━━━━━ DATASET ━━━━━

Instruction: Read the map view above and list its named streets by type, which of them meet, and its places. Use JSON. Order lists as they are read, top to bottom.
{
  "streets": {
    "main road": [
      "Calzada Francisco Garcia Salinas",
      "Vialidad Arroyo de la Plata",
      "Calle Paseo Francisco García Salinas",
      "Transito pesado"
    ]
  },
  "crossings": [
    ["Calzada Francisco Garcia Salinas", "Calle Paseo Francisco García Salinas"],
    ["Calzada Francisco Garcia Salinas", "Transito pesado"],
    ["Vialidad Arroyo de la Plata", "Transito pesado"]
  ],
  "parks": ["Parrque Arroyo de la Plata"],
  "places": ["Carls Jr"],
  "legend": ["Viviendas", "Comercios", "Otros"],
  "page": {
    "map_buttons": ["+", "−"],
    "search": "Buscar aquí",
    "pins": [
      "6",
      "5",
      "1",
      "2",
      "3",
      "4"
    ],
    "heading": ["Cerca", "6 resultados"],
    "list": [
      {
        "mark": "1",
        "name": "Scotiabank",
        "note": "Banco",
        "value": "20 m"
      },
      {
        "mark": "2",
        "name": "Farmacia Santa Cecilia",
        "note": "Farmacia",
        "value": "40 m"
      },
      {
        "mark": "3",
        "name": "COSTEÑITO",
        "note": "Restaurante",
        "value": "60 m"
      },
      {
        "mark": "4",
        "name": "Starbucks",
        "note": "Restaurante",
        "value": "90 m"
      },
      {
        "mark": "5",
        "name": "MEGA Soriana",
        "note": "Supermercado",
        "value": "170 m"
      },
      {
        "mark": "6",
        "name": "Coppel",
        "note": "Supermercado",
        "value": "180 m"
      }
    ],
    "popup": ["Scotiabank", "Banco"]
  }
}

━━━━━

* [AIM OF THE EXERCISE]
Pull out all lines from the entries above in which the word "García" appears.

* [RESPONSE AREA]
      "Calle Paseo Francisco García Salinas",
    ["Calzada Francisco Garcia Salinas", "Calle Paseo Francisco García Salinas"],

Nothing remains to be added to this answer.